DATA TO USE:
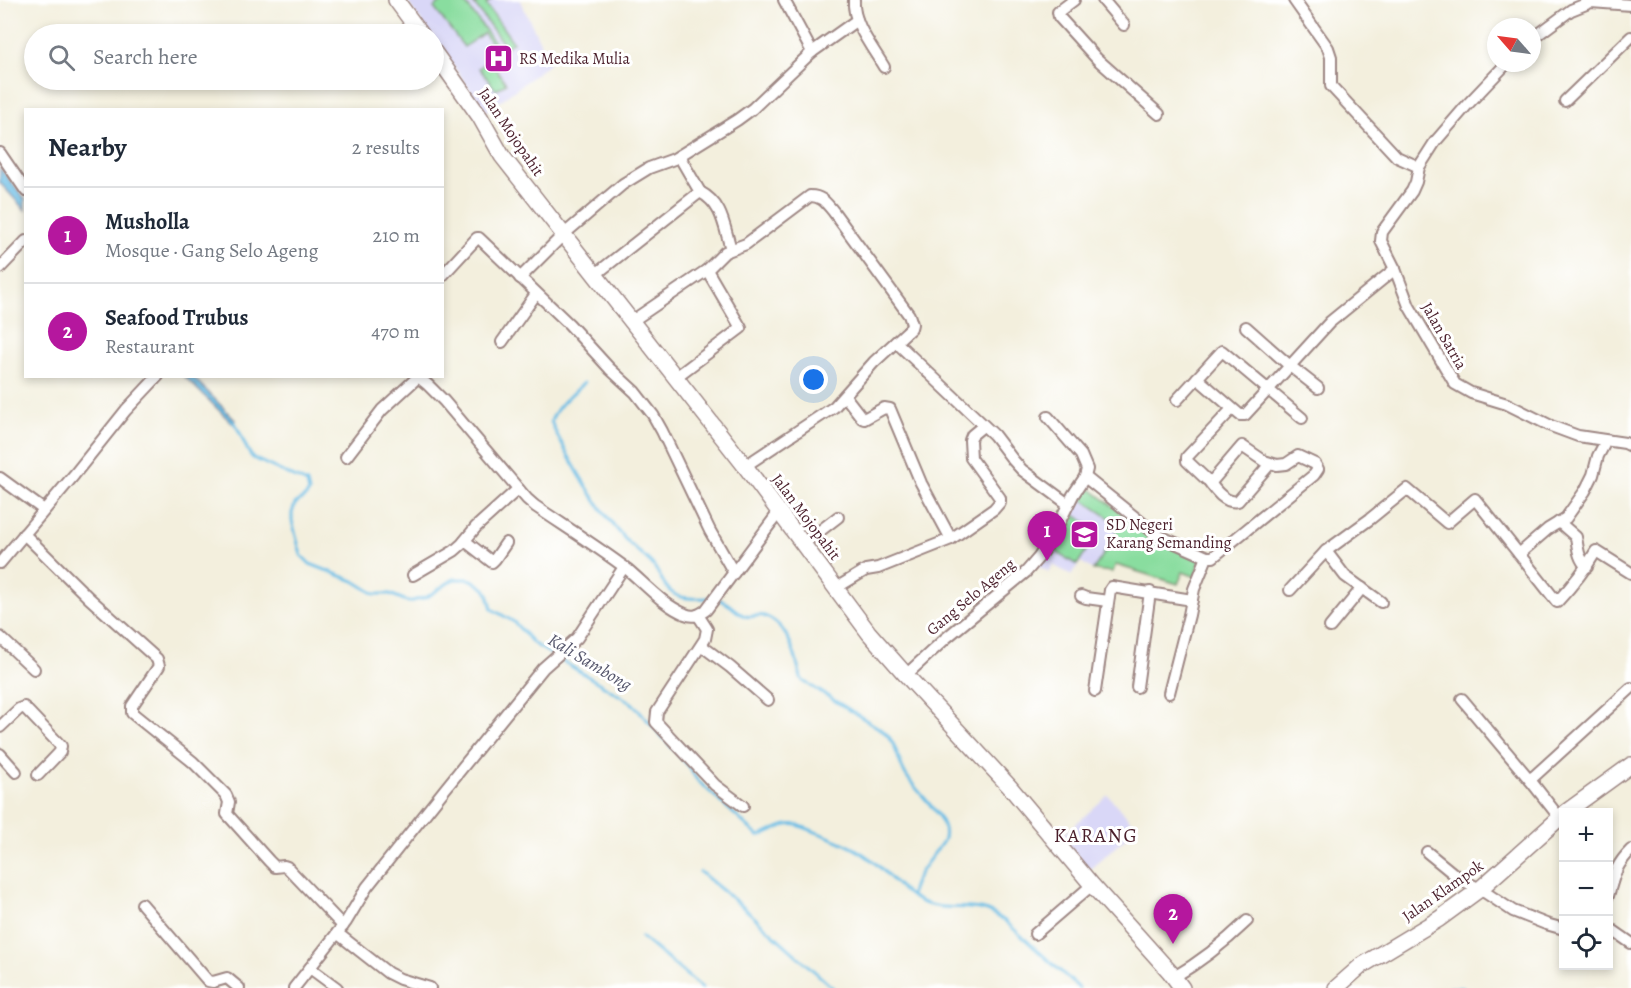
<!DOCTYPE html>
<html lang="en">
<head>
<meta charset="utf-8">
<style>
	body { margin:0; font-family:Alegreya,serif; background:#f2f2f3; color:#1f2937 }
	.controls { position:absolute; right:18px; bottom:18px; display:grid; overflow:hidden; border-radius:0px; box-shadow:0 3px 9px #0003 }
	.controls button { width:54px; height:54px; display:grid; place-items:center; padding:0; border:0; border-bottom:2px solid #e0e1e3; background:#fff; color:#1f2937; font:30px sans-serif }
	.compass { position:absolute; left:1487px; top:18px; width:54px; height:54px; border-radius:50%; background:#fff; box-shadow:0 3px 9px #0003; rotate:298deg }
	.you { position:absolute; left:814px; top:380px; width:21px; height:21px; margin:-15px; border:4px solid #fff; border-radius:50%; background:#1a73e8; box-shadow:0 0 0 9px #1a73e833 }
	.badge { display:grid; place-items:center; width:39px; height:39px; border-radius:50%; background:#b5179e; color:#fff; font-size:20px; font-weight:700 }
	.pin { position:absolute; translate:-50% -50px; filter:drop-shadow(0 2px 3px #0008) }
	.pin::after { content:''; position:absolute; top:32px; width:21px; height:18px; background:inherit; clip-path:polygon(0 0,100% 0,50% 100%) }
	.list { margin:0; padding:0; list-style:none }
	h2 { display:flex; justify-content:space-between; align-items:center; height:78px; margin:0; padding:0 24px; font-size:26px }
	h2 small { font-size:20px; font-weight:400; color:#747a83 }
	.list li { display:grid; grid-template-columns:39px 1fr auto; gap:18px; align-items:center; box-sizing:border-box; height:96px; padding:0 24px; border-top:2px solid #e0e1e3 }
	.list b { display:block; font-size:22px; white-space:nowrap }
	.list p { margin:0; font-size:20px; white-space:nowrap; color:#747a83 }
	.list em { font-size:20px; font-style:normal; color:#747a83 }
	.icon { flex:none; width:33px; height:33px; fill:none; stroke:currentColor; stroke-width:2; stroke-linecap:round; stroke-linejoin:round }
	.map { position:relative; flex:none; width:1631px; height:988px; overflow:hidden }
	.search { position:absolute; background:#fff; box-shadow:0 3px 9px #0003; left:24px; top:24px; width:420px; height:66px; display:flex; align-items:center; gap:15px; box-sizing:border-box; padding:0 21px; border-radius:33px; color:#747a83; font-size:22px }
	.panel { position:absolute; background:#fff; box-shadow:0 3px 9px #0003; left:24px; top:108px; width:420px; height:270px; border-radius:0px }
	.map>svg:first-child { display:block }
</style>
</head>
<body>
<div class="map">
<svg width="1631" height="988" viewBox="0 0 1631 988">
	<rect width="100%" height="100%" fill="#fff"/>
	<filter id="ink" filterUnits="userSpaceOnUse"><feTurbulence type="fractalNoise" baseFrequency=".0167" numOctaves="2"/><feDisplacementMap in="SourceGraphic" scale="12" xChannelSelector="R" yChannelSelector="G"/><feConvolveMatrix kernelMatrix="1 2 1 2 8 2 1 2 1" color-interpolation-filters="sRGB"/></filter>
	<filter id="wash" filterUnits="userSpaceOnUse"><feTurbulence type="fractalNoise" baseFrequency=".008" numOctaves="4" result="noise"/><feDisplacementMap in="SourceGraphic" scale="24" xChannelSelector="R" yChannelSelector="G"/><feGaussianBlur stdDeviation="1.35" result="paint"/><feColorMatrix in="noise" values="0 0 0 0 0 0 0 0 0 0 0 0 0 0 0 0 0 1.4 0 .05"/><feComposite in="paint" operator="in"/></filter>
	<g filter="url(#wash)">
		<rect width="100%" height="100%" fill="#f3efdd"/>
		<g fill="#d9d7f7">
			<path d="M406 0H520L550 63 486 112 434 39V34H430Z"/>
			<path d="M1077 496 1114 521 1116 531 1115 537 1093 570 1081 562 1071 575 1053 565 1049 572 1036 565Z"/>
			<path d="M1108 795 1137 828 1089 870 1061 837Z"/>
		</g>
		<g fill="#89dd9f" stroke="#6a7e65" stroke-width="1.5">
			<path d="M444 0H463L496 44 493 46 484 33 464 47 434 8Z"/>
			<path d="M471 0H473L476 4 482 0H491L486 4 513 42 498 53 497 51 504 45Z"/>
			<path d="M489 60 506 83 496 90 479 68Z"/>
			<path d="M1083 485 1088 487 1157 540 1199 559 1200 561 1196 577 1183 572 1178 584 1116 565 1112 572 1093 570 1115 537 1116 533 1114 521 1077 496Z"/>
			<path d="M1072 513 1099 531 1077 565 1050 548Z"/>
		</g>
		<g fill="#69bde5" stroke="#5a6e88" stroke-width="1.5">
			<path d="M0 168 25 199V210L0 183Z"/>
			<path d="M185 377H193L235 420 232 423Z"/>
		</g>
		<g fill="none" stroke-linecap="round" stroke-linejoin="round">
			<g stroke="#69bde5" stroke-width="3">
				<path d="M584 383C572 394 557 405 551 421 555 433 562 444 568 455 584 484 603 514 625 539 634 549 644 555 652 564 660 573 664 589 674 594 684 600 700 598 711 598"/>
				<path d="M231 419C242 430 243 447 253 458L307 483 309 492 306 496 295 504 292 513V521L301 555 310 564 354 581 375 594H390L409 602 427 597 454 579H468L472 580 485 589 488 594 492 609 514 622 534 644 632 703 686 763 697 780 758 836C773 834 780 822 798 825 822 835 848 842 869 858 887 871 900 893 921 902 941 911 964 905 984 910 992 912 998 917 1005 921L1079 988"/>
				<path d="M717 599C731 602 735 613 745 616 752 618 757 614 764 616 789 625 795 654 801 678L803 681 882 730C898 743 896 759 906 775 915 791 953 821 943 841 933 857 912 877 911 896"/>
				<path d="M700 872 744 908 833 988"/>
				<path d="M641 937 702 988"/>
				<path d="M1450 988H1463"/>
			</g>
		</g>
	</g>
	<g filter="url(#ink)">
		<g fill="none" stroke-linecap="round" stroke-linejoin="round">
			<defs>
				<g id="street">
					<path d="M784 0 812 52"/>
					<path d="M854 0C852 23 873 48 884 67"/>
					<path d="M1074 0 1058 12 1059 17 1097 59 1159 114"/>
					<path d="M1103 0 1124 25"/>
					<path d="M1294 0 1328 48 1331 57V86L1397 157 1419 167"/>
					<path d="M1532 39 1571 10 1591 2 1631 5"/>
					<path d="M1507 63 1467 105 1435 142 1419 167 1416 182 1412 191 1382 232 1381 241 1395 269 1409 306 1455 384 1471 393 1507 404 1551 426 1578 436 1625 443 1631 446"/>
					<path d="M1565 101 1631 37"/>
					<path d="M0 153 26 191"/>
					<path d="M700 192C723 204 724 227 731 249"/>
					<path d="M0 268 26 241"/>
					<path d="M596 274 700 192 679 156"/>
					<path d="M442 276 477 238H479L569 324 610 369 635 392 653 415 662 431 710 531 734 573"/>
					<path d="M520 278 563 235 623 184 649 168 674 159 737 120 752 109 812 52 857 20"/>
					<path d="M632 321 707 270 725 252 746 244 810 196C822 196 826 203 833 211L909 315 912 324 911 328 874 362 834 407 745 466"/>
					<path d="M1246 327 1290 366 1318 388"/>
					<path d="M502 342 536 294"/>
					<path d="M896 342 994 435 1013 460 1022 470 1068 504"/>
					<path d="M417 376 428 385 444 401 527 499 535 506C566 527 598 547 627 569 645 584 663 605 685 614 694 618 699 615 706 610L779 512"/>
					<path d="M676 377 741 328 707 270"/>
					<path d="M1197 378 1240 415H1245L1330 322 1395 269"/>
					<path d="M1177 400 1222 351 1302 418"/>
					<path d="M346 457 382 410 418 377"/>
					<path d="M1085 477 1157 535 1207 557H1213L1314 475 1318 469 1315 464 1298 456 1286 464 1277 465 1264 461 1242 446 1213 480 1210 481 1206 479 1187 461V457L1232 409"/>
					<path d="M0 478 44 510"/>
					<path d="M1208 480C1215 490 1225 504 1238 501L1270 464"/>
					<path d="M1559 522 1576 537C1578 548 1578 558 1587 567"/>
					<path d="M24 534 89 598 157 659 159 666 132 706V713L193 762 226 795 229 802 227 814 269 861 275 867 284 866 287 867 343 926"/>
					<path d="M951 539 994 509 1000 502V498L971 458 970 440 972 435 983 426"/>
					<path d="M465 541 492 562 495 559 506 543"/>
					<path d="M803 544 838 517"/>
					<path d="M1326 551 1345 576 1381 602"/>
					<path d="M1519 554 1557 602C1572 586 1585 570 1596 551L1631 573"/>
					<path d="M0 563 74 475 126 410 158 376"/>
					<path d="M413 575 454 551 462 544 476 527 518 489"/>
					<path d="M836 588 866 570 878 568 951 539 921 483 890 409 884 408 864 419 862 418 845 396"/>
					<path d="M1290 590 1326 551 1370 519 1407 489 1447 523 1475 499 1519 554 1548 529 1566 518 1585 491 1593 475 1598 456 1606 441"/>
					<path d="M1081 596 1086 598 1108 601"/>
					<path d="M698 615 707 629 705 639 657 712 656 722 715 785 743 806"/>
					<path d="M1330 627 1362 588"/>
					<path d="M0 637 34 669"/>
					<path d="M702 646 730 667 768 700"/>
					<path d="M906 675 946 638 1026 572 1039 557 1052 537 1073 495 1085 477 1087 469 1081 455 1048 417"/>
					<path d="M1137 687 1150 592"/>
					<path d="M1095 691 1110 590 1112 587 1192 600"/>
					<path d="M1169 693 1189 615 1194 589 1207 557"/>
					<path d="M1462 699 1530 780"/>
					<path d="M0 727 19 709 24 707 61 746 60 752 38 775"/>
					<path d="M0 754 16 772"/>
					<path d="M1559 817 1530 780 1631 688"/>
					<path d="M1427 852 1460 879 1480 889 1513 911 1546 924 1564 929"/>
					<path d="M1608 896C1614 876 1615 866 1631 850"/>
					<path d="M142 904 208 981 213 982 227 978 239 988"/>
					<path d="M1608 927 1631 943"/>
					<path d="M337 933 388 973 400 979 430 988"/>
					<path d="M1035 934 1092 885"/>
					<path d="M310 968 337 988"/>
					<path d="M1174 977C1202 961 1224 943 1247 921"/>
					<path d="M294 988 346 922 367 887 445 789 543 668 577 638 624 567"/>
				</g>
				<g id="secondary">
					<path d="M396 0 421 34"/>
					<path d="M434 52 480 117 502 156 745 466 869 633 906 675 1009 786 1092 885 1170 972 1182 988"/>
					<path d="M1566 812 1631 765"/>
					<path d="M1336 988 1361 966 1439 919 1480 889 1564 814"/>
				</g>
			</defs>
			<use href="#street" stroke="#9e8784" stroke-width="14"/>
			<use href="#secondary" stroke="#9e8784" stroke-width="18"/>
			<use href="#street" stroke="#fff" stroke-width="10"/>
			<use href="#secondary" stroke="#fff" stroke-width="15"/>
		</g>
	</g>
	<defs>
		<symbol id="hospital-square" viewBox="-11 -11 22 22"><rect x="-9" y="-9" width="18" height="18" rx="4" fill="#b5179e" stroke="#fff"/><path d="M-5-5h3v3.5h4V-5h3V5h-3V1.5h-4V5h-3Z" fill="#fff"/></symbol>
		<symbol id="school-square" viewBox="-11 -11 22 22"><rect x="-9" y="-9" width="18" height="18" rx="4" fill="#b5179e" stroke="#fff"/><path d="M0-5L7-2L0 1L-7-2ZM-4 1L0 2.5L4 1V4Q0 6-4 4Z" fill="#fff"/></symbol>
	</defs>
	<g fill-rule="evenodd">
		<use href="#hospital-square" x="482" y="42" width="33" height="33"/>
		<use href="#school-square" x="1068" y="518" width="33" height="33"/>
	</g>
	<g text-anchor="middle" dominant-baseline="central" stroke-width="6" stroke-linejoin="round" paint-order="stroke">
		<g font-size="16" fill="#4a1f2b" stroke="#fff" text-anchor="start">
			<text x="519" y="59">RS Medika Mulia</text>
			<text x="1106" y="525">SD Negeri<tspan x="1106" dy="18">Karang Semanding</tspan></text>
		</g>
		<g font-size="16" fill="#4a1f2b" stroke="#fff">
			<text transform="translate(511 132) rotate(56)">Jalan Mojopahit</text>
			<text transform="translate(1444 336) rotate(60)">Jalan Satria</text>
			<text transform="translate(806 517) rotate(53)">Jalan Mojopahit</text>
			<text transform="translate(971 597) rotate(-40)">Gang Selo Ageng</text>
			<text transform="translate(1443 891) rotate(-35)">Jalan Klampok</text>
		</g>
		<g font-size="18" font-style="italic" fill="#55566c" stroke="#fff">
			<text transform="translate(590 662) rotate(31)">Kali Sambong</text>
		</g>
		<g font-size="20" letter-spacing="1.5" fill="#4a1f2b" stroke="#fff">
			<text x="1096" y="835">KARANG</text>
		</g>
	</g>
</svg>
<div class="controls">
<button>+</button>
<button>−</button>
<button><svg class="icon" aria-label="locate" viewBox="0 0 24 24"><circle cx="12" cy="12" r="6"/><path d="M12 2v4M12 18v4M2 12h4M18 12h4"/></svg></button>
</div>
<svg class="compass" viewBox="-18 -18 36 36"><path d="M0-13l5 13h-10z" fill="#e53935"/><path d="M0 13l5-13h-10z" fill="#747a83"/></svg>
<div class="you"></div>
<div class="pin badge" style="left:1047px;top:561px">1</div>
<div class="pin badge" style="left:1173px;top:944px">2</div>
<div class="search"><svg class="icon" aria-label="search" viewBox="0 0 24 24"><circle cx="10" cy="10" r="6"/><path d="M15 15l6 6"/></svg>Search here</div>
<section class="panel">
<h2>Nearby<small>2 results</small></h2>
<ul class="list">
<li><span class="badge">1</span><div><b>Musholla</b><p>Mosque · Gang Selo Ageng</p></div><em>210 m</em></li>
<li><span class="badge">2</span><div><b>Seafood Trubus</b><p>Restaurant</p></div><em>470 m</em></li>
</ul>
</section>
</div>
</body>
</html>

TASK TO COMPLETE: What lines in the listing above contain the word "Ageng"? Show each one.

RESULT FOR THIS TASK:
			<text transform="translate(971 597) rotate(-40)">Gang Selo Ageng</text>
<li><span class="badge">1</span><div><b>Musholla</b><p>Mosque · Gang Selo Ageng</p></div><em>210 m</em></li>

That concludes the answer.